Vu le mémoire en réponse, intitulé mémoire en réplique, déposé au greffe de la Cour administrative le 10 octobre 2005 par Maître Yvette Ngono Yah, avocate à la Cour, au nom de Xxx xxx.

Vu le mémoire en réplique, intitulé mémoire en duplique, déposé au greffe de la Cour administrative le 26 octobre 2005, par le délégué du Gouvernement Monsieur Jean-Paul Reiter, pour compte de la partie appelante Vu le mémoire en duplique, intitulé mémoire en réplique, déposé au greffe de la Cour administrative le 17 novembre 2005, par Maître Yvette Ngono Yah, avocate à la Cour, au nom de l’intimé.

Vu les pièces versées en cause et notamment le jugement entrepris.

Ouï le premier conseiller en son rapport et la déléguée du Gouvernement Jacqueline Jacques ainsi que Maître Yvette Ngono Yah en leurs observations orales.

Par requête déposée au greffe du tribunal administratif le 10 février 2005, Maître Yvette Ngono Yah, avocate à la Cour, au nom de Xxx xxx, de nationalité rwandaise, demeurant actuellement à L-xxx, a demandé la réformation d’une décision du ministre des Affaires étrangères et de l’Immigration du 18 octobre 2004 rejetant sa demande en reconnaissance du statut de réfugié comme n’étant pas fondée.

Par jugement rendu à la date du 29 juin 2005, le tribunal administratif a reçu le recours en réformation en la forme, au fond, l’a déclaré justifié, partant, par réformation de la décision ministérielle entreprise, a accordé le statut de réfugié au sens de la Convention de Genève à Xxx xxx.

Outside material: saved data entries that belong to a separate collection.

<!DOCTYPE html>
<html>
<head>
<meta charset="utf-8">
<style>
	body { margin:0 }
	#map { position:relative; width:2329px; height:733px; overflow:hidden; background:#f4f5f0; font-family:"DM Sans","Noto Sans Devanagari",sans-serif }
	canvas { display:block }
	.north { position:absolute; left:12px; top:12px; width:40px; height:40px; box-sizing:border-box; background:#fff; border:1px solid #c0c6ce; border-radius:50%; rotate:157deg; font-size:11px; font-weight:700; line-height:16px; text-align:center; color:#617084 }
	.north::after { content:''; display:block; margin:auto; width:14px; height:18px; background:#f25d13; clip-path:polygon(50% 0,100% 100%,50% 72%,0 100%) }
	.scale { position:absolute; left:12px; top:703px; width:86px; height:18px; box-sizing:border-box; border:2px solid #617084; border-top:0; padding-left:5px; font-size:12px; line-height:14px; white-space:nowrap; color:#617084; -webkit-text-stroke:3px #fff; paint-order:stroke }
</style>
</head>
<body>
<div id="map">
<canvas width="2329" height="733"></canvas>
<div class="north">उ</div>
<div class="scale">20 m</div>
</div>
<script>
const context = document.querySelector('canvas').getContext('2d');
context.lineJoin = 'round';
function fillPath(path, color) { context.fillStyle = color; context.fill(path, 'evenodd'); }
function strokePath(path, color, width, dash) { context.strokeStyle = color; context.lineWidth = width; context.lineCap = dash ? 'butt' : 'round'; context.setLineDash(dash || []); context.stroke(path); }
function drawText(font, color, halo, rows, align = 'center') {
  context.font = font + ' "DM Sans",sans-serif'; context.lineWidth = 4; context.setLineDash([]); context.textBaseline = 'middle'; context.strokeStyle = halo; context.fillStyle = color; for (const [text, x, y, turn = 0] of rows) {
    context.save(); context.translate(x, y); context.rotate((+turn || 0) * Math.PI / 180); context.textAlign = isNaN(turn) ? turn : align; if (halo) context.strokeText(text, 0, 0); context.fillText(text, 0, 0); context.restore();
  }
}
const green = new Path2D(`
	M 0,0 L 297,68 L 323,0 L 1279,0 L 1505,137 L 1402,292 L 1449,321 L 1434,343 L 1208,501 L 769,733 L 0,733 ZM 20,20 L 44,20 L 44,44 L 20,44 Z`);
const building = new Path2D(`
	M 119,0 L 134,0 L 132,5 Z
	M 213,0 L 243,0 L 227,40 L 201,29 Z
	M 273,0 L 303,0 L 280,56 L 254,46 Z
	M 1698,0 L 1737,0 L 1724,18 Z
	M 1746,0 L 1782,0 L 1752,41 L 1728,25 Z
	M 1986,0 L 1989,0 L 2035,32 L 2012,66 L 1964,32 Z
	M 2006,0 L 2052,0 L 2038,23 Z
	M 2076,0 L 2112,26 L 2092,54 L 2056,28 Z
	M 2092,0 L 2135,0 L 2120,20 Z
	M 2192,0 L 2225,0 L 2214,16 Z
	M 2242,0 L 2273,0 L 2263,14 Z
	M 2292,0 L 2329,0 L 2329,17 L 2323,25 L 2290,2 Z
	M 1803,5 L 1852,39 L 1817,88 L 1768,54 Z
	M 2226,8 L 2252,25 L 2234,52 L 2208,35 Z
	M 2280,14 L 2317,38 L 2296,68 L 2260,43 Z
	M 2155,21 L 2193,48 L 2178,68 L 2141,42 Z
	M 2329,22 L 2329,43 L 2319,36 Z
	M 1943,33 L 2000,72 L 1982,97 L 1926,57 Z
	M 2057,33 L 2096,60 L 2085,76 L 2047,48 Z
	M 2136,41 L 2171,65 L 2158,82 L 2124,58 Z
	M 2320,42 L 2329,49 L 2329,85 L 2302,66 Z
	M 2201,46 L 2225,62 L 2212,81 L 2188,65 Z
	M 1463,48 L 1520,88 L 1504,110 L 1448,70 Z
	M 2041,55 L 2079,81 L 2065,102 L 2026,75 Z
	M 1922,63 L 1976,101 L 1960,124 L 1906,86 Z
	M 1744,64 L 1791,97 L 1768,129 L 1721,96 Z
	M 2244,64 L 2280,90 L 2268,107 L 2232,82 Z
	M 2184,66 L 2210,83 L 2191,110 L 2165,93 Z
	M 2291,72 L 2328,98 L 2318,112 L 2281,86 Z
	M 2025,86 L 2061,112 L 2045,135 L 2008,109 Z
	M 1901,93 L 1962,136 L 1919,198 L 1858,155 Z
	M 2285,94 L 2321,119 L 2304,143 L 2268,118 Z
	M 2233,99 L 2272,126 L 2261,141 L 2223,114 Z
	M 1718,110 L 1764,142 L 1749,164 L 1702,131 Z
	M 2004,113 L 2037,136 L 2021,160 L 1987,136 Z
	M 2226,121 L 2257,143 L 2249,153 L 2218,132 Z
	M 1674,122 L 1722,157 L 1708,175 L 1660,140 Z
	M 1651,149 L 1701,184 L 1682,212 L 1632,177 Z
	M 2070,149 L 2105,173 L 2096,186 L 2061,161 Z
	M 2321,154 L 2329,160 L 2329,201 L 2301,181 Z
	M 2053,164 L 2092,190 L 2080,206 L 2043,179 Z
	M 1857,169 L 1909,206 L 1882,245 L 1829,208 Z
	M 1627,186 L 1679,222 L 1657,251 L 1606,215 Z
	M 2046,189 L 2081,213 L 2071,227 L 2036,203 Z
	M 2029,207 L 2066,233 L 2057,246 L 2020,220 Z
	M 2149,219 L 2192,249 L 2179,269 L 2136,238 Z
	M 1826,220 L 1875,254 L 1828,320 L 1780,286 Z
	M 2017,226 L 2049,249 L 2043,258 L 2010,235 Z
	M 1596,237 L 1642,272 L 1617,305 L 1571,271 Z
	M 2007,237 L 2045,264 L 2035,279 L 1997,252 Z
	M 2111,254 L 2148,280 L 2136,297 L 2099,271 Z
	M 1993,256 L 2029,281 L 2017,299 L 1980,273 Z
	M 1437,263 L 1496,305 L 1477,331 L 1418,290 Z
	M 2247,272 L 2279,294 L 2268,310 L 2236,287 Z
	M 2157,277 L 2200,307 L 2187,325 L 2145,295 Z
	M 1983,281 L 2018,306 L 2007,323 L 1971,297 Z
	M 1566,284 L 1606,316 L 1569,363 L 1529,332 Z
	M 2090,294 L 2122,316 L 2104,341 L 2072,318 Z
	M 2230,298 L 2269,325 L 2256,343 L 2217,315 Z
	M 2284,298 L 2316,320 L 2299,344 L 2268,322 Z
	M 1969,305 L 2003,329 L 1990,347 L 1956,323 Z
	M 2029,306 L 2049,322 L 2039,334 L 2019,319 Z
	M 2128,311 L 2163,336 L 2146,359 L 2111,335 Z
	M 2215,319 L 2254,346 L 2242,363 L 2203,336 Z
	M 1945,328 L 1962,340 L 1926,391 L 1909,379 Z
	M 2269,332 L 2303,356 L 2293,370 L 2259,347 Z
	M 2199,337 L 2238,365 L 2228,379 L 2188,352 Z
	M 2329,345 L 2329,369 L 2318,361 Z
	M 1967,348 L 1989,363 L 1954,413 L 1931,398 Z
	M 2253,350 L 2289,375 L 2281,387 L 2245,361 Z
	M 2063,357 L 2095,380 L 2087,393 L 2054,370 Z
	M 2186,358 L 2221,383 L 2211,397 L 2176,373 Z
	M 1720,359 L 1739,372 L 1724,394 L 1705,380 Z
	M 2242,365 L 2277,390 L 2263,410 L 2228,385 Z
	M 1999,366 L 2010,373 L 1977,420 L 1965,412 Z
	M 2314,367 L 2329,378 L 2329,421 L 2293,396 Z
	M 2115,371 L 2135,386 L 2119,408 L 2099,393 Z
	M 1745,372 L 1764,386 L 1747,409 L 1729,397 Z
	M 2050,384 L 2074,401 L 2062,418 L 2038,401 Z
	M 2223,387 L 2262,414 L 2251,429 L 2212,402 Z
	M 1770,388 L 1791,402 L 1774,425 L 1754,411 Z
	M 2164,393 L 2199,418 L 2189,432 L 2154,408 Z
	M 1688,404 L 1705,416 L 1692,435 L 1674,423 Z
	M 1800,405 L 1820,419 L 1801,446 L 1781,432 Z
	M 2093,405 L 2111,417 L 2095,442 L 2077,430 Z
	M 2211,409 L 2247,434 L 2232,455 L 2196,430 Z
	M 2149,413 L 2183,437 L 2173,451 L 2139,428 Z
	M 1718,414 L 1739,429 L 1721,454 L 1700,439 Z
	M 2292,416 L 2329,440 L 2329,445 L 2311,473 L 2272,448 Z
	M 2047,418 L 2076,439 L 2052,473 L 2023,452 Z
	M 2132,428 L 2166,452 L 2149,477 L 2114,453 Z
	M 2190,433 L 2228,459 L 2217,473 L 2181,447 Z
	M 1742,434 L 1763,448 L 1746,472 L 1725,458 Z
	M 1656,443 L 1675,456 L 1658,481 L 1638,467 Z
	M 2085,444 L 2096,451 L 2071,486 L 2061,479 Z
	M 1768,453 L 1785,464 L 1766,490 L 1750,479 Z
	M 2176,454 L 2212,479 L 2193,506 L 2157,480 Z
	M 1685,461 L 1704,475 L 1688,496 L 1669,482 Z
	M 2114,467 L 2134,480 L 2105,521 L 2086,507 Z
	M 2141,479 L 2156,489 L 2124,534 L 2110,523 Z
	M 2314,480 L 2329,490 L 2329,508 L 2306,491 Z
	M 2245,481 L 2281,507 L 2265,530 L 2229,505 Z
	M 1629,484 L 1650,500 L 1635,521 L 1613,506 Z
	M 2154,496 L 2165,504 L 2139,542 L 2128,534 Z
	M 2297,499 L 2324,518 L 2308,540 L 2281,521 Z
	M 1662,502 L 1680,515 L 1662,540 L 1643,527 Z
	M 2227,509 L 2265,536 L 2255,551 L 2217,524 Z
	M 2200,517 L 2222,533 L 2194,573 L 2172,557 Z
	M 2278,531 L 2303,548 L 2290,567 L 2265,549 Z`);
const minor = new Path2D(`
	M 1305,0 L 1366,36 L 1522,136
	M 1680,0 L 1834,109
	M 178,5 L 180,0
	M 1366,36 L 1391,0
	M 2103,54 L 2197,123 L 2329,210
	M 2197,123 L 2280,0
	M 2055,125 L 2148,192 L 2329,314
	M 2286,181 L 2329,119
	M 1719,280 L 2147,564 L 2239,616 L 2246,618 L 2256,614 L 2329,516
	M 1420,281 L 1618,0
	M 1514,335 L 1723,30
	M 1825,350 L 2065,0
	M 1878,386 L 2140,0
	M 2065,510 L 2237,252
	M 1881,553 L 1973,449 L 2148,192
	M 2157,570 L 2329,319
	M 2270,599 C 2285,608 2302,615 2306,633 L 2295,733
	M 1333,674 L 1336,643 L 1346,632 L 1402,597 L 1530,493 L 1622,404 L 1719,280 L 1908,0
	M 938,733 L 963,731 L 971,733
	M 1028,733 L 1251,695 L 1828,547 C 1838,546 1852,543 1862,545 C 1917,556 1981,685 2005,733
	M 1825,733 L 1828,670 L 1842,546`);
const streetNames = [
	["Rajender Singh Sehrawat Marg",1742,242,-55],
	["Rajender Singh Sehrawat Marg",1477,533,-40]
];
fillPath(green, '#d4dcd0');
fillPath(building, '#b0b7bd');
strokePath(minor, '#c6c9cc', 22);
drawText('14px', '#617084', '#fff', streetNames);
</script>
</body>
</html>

Fort d’un mandat du ministre des Affaires étrangères et de l’Immigration datée du 21 juillet 2005, le délégué du Gouvernement Jean-Paul Reiter, par requête déposée le 27 juillet 2005 au greffe de la Cour administrative, a relevé appel du prédit jugement.

Le représentant étatique reproche aux juges de première instance d’avoir estimé que le demandeur remplit les conditions posées par la Convention de Genève en vue d’obtenir la reconnaissance du statut de réfugié et soutient que de simples attestations établies par les prétendues sœurs du requérant, respectivement la mère de celui-ci, sont totalement insuffisantes à prouver l’identité de l’appelant, et que même si l’intimé était le fils d’xxx xxx, le simple fait d’avoir un lien de parenté avec un soupçonné génocidaire ne saurait à lui seul constituer un motif valable de reconnaissance du statut de réfugié, la crainte de représailles relevant uniquement du droit commun.

Le délégué du Gouvernement fait encore valoir que les menaces reçues par l’intimé durant la période 1990 à 1993 en raison de ses activités de journalisme ont cessé lors de sa démission et qu’il n’est nullement établi que l’intimé craindrait avec raison d’être persécuté en raison de son ancienne activité professionnelle, et il conclut en demandant la réformation du jugement entrepris.

Dans un mémoire en réponse, intitulé mémoire en réplique, déposé au greffe de la Cour administrative le 10 octobre 2005, Maître Yvette Ngono Yah, avocate à la Cour, au nom de Xxx xxx, se rapporte à prudence de justice quant à la recevabilité de l’acte d’appel, prend position sur les moyens d’appel, et réaffirme que l’intimé est bien l’époux d’xxx xxx, admise au statut de réfugié politique au Luxembourg en 2001, qu’il a fourni un certain nombre de documents permettant d’établir son identité, et demande à la Cour, en cas de doute, d’ordonner une expertise graphologique.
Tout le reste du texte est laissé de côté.